O talento que evidenciou ao longo da prova proporcionou-lhe o passo seguinte, o reconhecimento de Fábio Pacheco, coordenador local do Projeto de Futebol de Rua. “Mais tarde fui convocado para a seleção que representou o distrito de Beja no torneio nacional que, curiosamente, neste ano, também se disputou na cidade de Beja. Senti-me muito feliz”.
Bruno Sêco, selecionador nacional, acompanhou a competição e a performance de Rúben Costa não escapou ao seu radar, chamando-o para integrar a equipa nacional que haveria de disputar o mundial na Noruega. Uma surpresa? “Sinceramente que não esperava, apesar de o torneio nos ter corrido bem. Quis apenas viver aquele momento, porque já era importante estar na seleção distrital, agora, não escondo que tinha o sonho de poder, um dia, ser convocado para a seleção nacional e representar o meu país”, admitiu o jovem atleta, cuja pronúncia denuncia a origem e as suas vivências na raia alentejana. Quando teve conhecimento da convocatória de Bruno Sêco sentiu “um orgulho enorme”. “Fiquei muito feliz, nem encontro palavras para descrever esse momento. Senti que ia levar o nome de Barrancos mais além, o nome da minha terra e também desta região. Só posso estar orgulhoso por isso”.
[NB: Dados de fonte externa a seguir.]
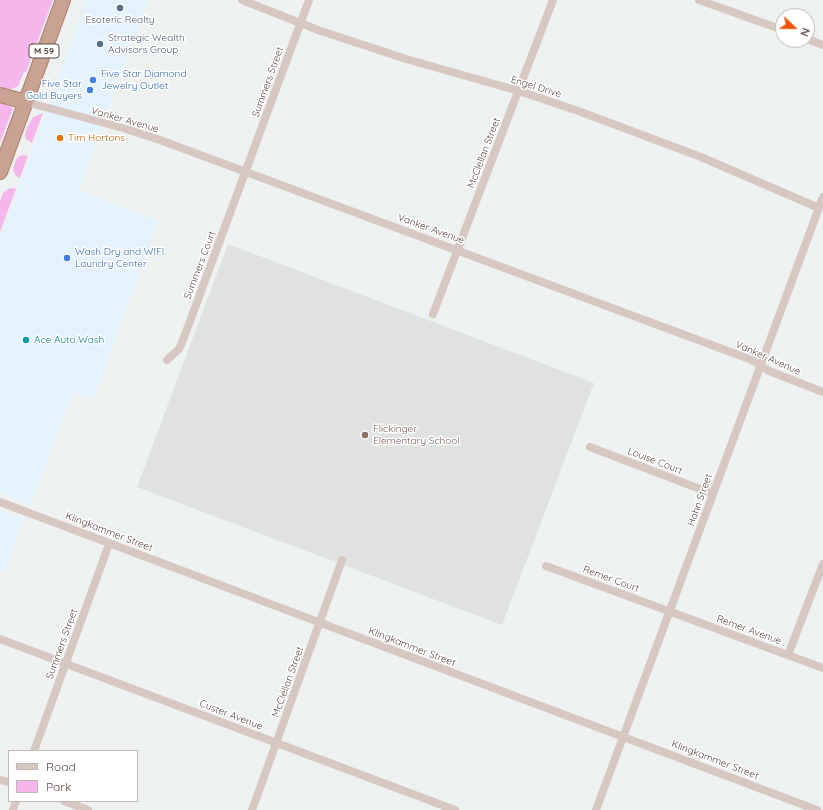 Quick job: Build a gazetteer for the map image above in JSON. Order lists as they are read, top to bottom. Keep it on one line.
{"streets":{"highway":["M 59"],"street":["Summers Street","Engel Drive","Vanker Avenue","McClellan Street","Summers Court","Louise Court","Hahn Street","Klingkammer Street","Remer Court","Remer Avenue","Custer Avenue"]},"crossings":[["M 59","Vanker Avenue"],["Summers Street","Engel Drive"],["Summers Street","Vanker Avenue"],["Summers Street","Summers Court"],["Summers Street","Klingkammer Street"],["Summers Street","Custer Avenue"],["Engel Drive","McClellan Street"],["Engel Drive","Hahn Street"],["Vanker Avenue","McClellan Street"],["Vanker Avenue","Summers Court"],["Vanker Avenue","Hahn Street"],["McClellan Street","Klingkammer Street"],["McClellan Street","Custer Avenue"],["Louise Court","Hahn Street"],["Hahn Street","Klingkammer Street"],["Hahn Street","Remer Court"],["Hahn Street","Remer Avenue"],["Remer Court","Remer Avenue"]],"places":["Esoteric Realty","Strategic Wealth Advisors Group","Five Star Diamond Jewelry Outlet","Five Star Gold Buyers","Tim Hortons","Wash Dry and WIFI Laundry Center","Ace Auto Wash","Flickinger Elementary School"],"legend":["Road","Park"],"north":"right"} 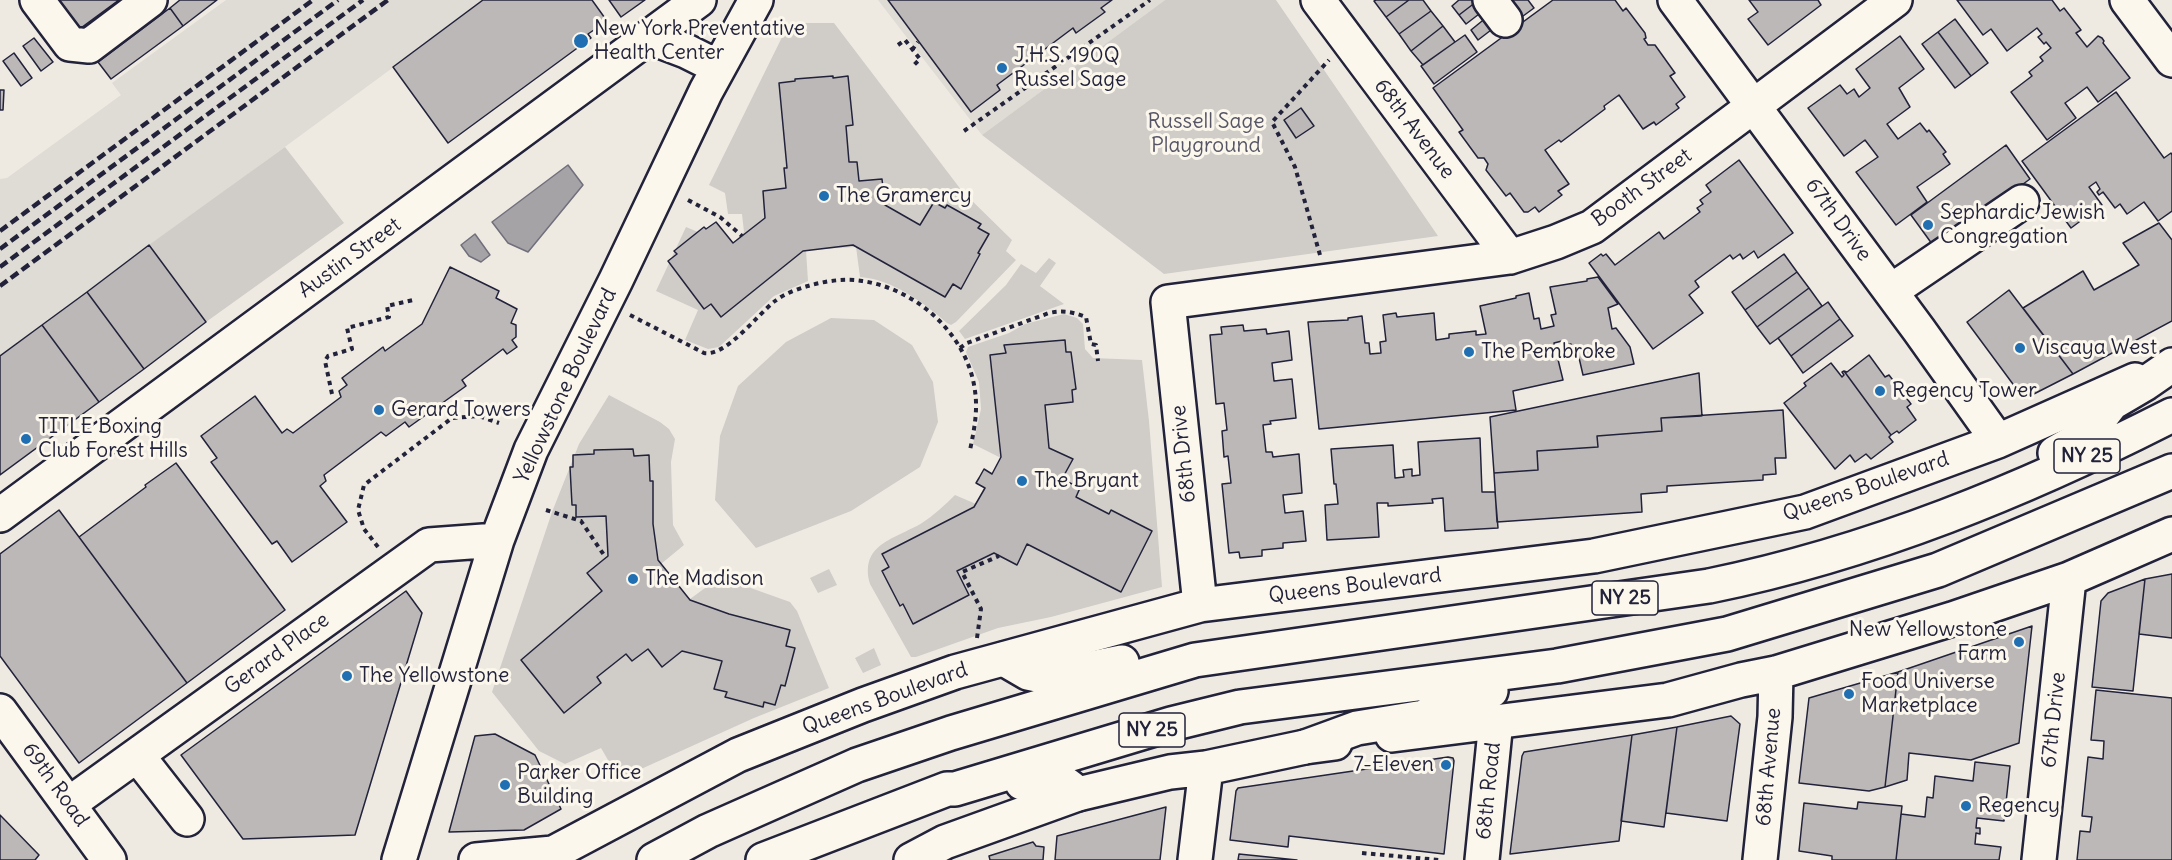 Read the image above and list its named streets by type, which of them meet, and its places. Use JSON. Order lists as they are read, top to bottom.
{
  "streets": {
    "street": [
      "68th Avenue",
      "Booth Street",
      "67th Drive",
      "Austin Street",
      "Yellowstone Boulevard",
      "68th Drive",
      "NY 25",
      "Queens Boulevard",
      "Gerard Place",
      "69th Road",
      "68th Road"
    ]
  },
  "crossings": [
    ["68th Avenue", "Booth Street"],
    ["Booth Street", "67th Drive"],
    ["Booth Street", "68th Drive"],
    ["67th Drive", "Queens Boulevard"],
    ["Yellowstone Boulevard", "Gerard Place"],
    ["68th Drive", "Queens Boulevard"],
    ["Gerard Place", "69th Road"]
  ],
  "parks": ["Russell Sage Playground"],
  "places": [
    "New York Preventative Health Center",
    "J.H.S. 190Q Russel Sage",
    "The Gramercy",
    "Sephardic Jewish Congregation",
    "Viscaya West",
    "The Pembroke",
    "Regency Tower",
    "Gerard Towers",
    "TITLE Boxing Club Forest Hills",
    "The Bryant",
    "The Madison",
    "New Yellowstone Farm",
    "The Yellowstone",
    "Food Universe Marketplace",
    "7-Eleven",
    "Parker Office Building",
    "Regency"
  ]
} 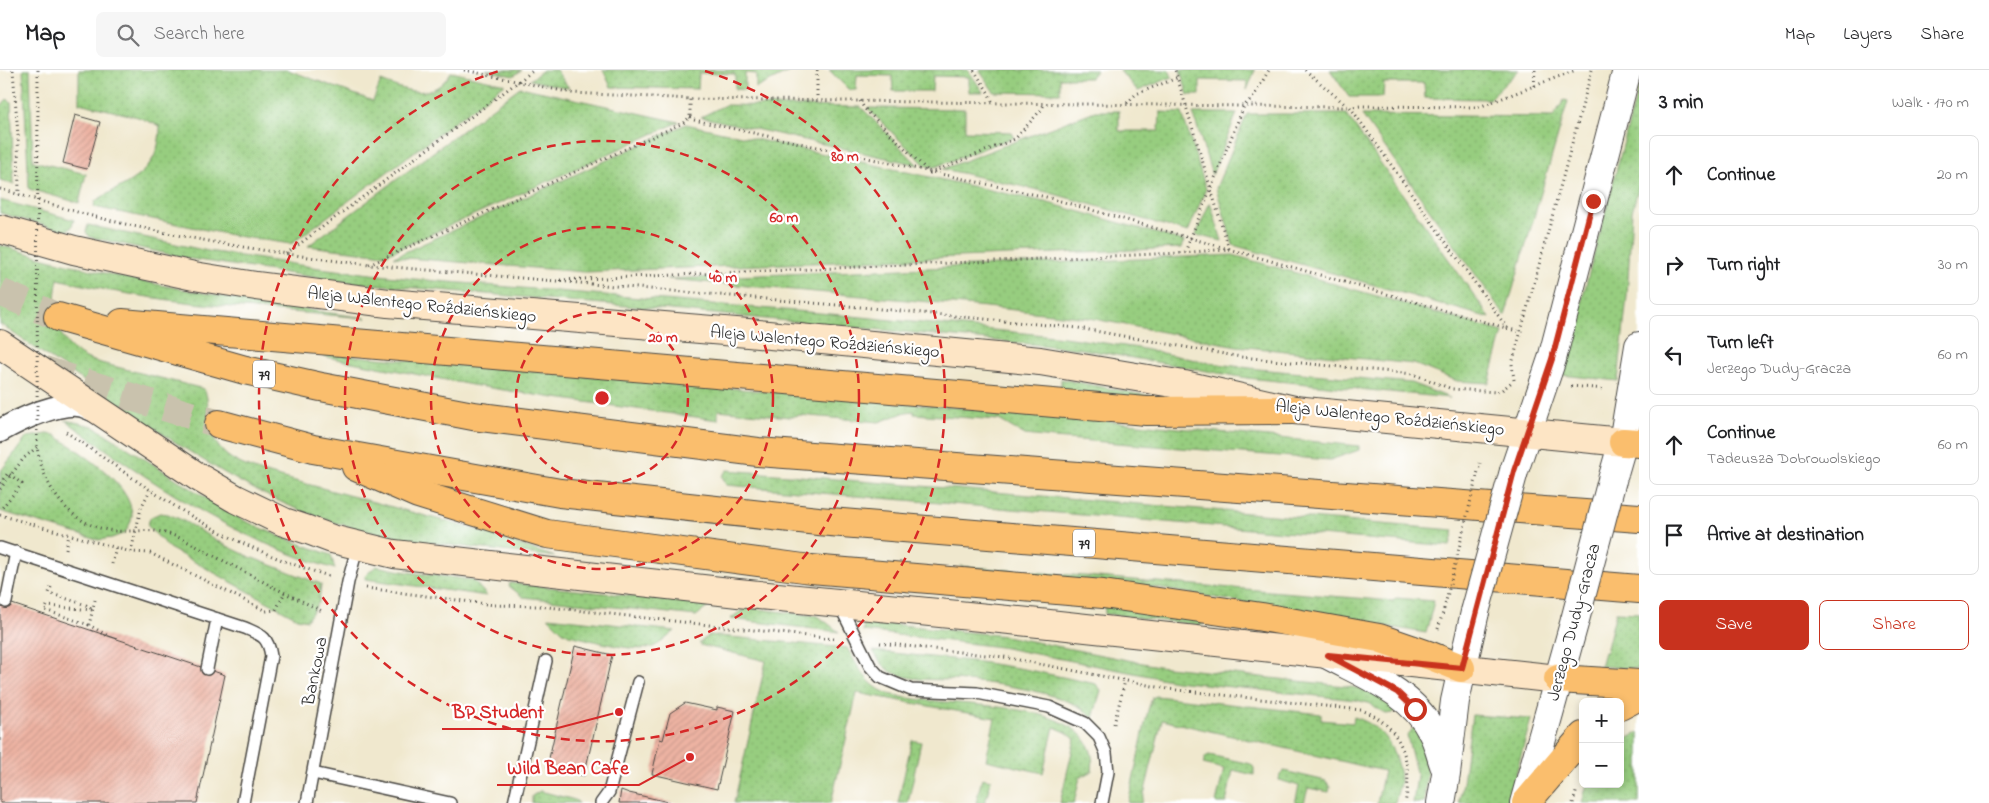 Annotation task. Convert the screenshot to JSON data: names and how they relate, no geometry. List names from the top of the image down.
{
  "streets": {
    "main road": ["Aleja Walentego Roździeńskiego", "79"],
    "street": ["Jerzego Dudy-Gracza"],
    "lane": ["Bankowa"]
  },
  "crossings": [
    ["Aleja Walentego Roździeńskiego", "79"],
    ["Aleja Walentego Roździeńskiego", "Jerzego Dudy-Gracza"]
  ],
  "places": ["BP Student", "Wild Bean Cafe"],
  "page": {
    "header": "Map",
    "search": "Search here",
    "nav": ["Map", "Layers", "Share"],
    "heading": ["3 min", "Walk · 170 m"],
    "list": [
      ["Continue", "20 m"],
      ["Turn right", "30 m"],
      ["Turn left", "Jerzego Dudy-Gracza", "60 m"],
      ["Continue", "Tadeusza Dobrowolskiego", "60 m"],
      "Arrive at destination"
    ],
    "buttons": ["Save", "Share"],
    "map_buttons": ["+", "−"]
  },
  "rings": [
    "80 m",
    "60 m",
    "40 m",
    "20 m"
  ]
} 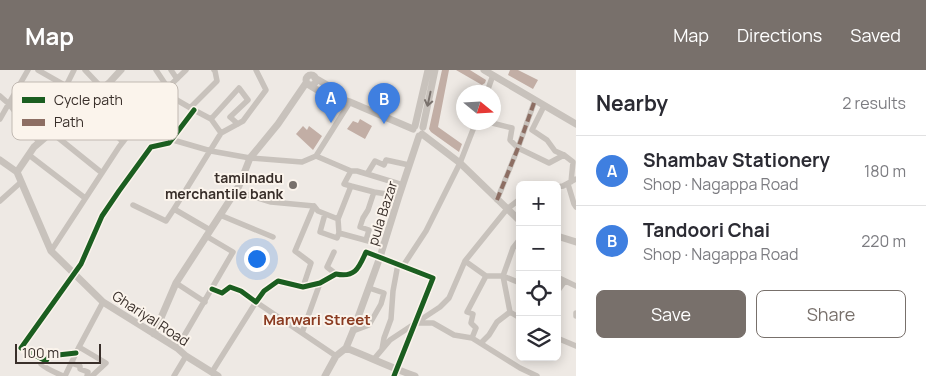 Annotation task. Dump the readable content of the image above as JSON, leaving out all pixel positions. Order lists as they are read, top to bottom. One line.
{"streets":{"street":["pula Bazar","Ghariyal Road"]},"districts":["Marwari Street"],"places":["tamilnadu merchantile bank"],"legend":["Cycle path","Path"],"scale_bar":"100 m","north":"right","page":{"header":"Map","nav":["Map","Directions","Saved"],"heading":["Nearby","2 results"],"pins":["A","B"],"list":[{"mark":"A","name":"Shambav Stationery","note":"Shop · Nagappa Road","value":"180 m"},{"mark":"B","name":"Tandoori Chai","note":"Shop · Nagappa Road","value":"220 m"}],"map_buttons":["+","−"],"buttons":["Save","Share"],"scale":"100 m"}}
A opinião que formou do selecionador nacional também foi marcante. “O selecionador Bruno Sêco é uma pessoa extraordinária, tem muito bom coração, transmite uma mensagem que nos toca profundamente. É uma pessoa que gostei muito de ter conhecido e de ter convivido durante esta minha experiência. Uma pessoa que nos proporcionou momentos inesquecíveis”. Uma experiência memorável, já se viu: “Trouxe, essencialmente, a memória de uma semana bem passada entre colegas. Não conseguimos ser campeões, algo que, desde o início, era o nosso grande objetivo, mas vivi uma experiência inesquecível, que foi a amizade, o companheirismo e o sentimento de união que conseguimos, algo que ficará para o resto da vida. Essencialmente, porque foi o futebol de rua que me abriu a oportunidade de representar o nosso país. Fomos sempre um grupo muito unido, foi uma equipa que reuniu atletas de diferentes origens, mas criámos uma relação, e um tal espírito de grupo, que parecia que já nos conhecíamos de uma vida inteira”.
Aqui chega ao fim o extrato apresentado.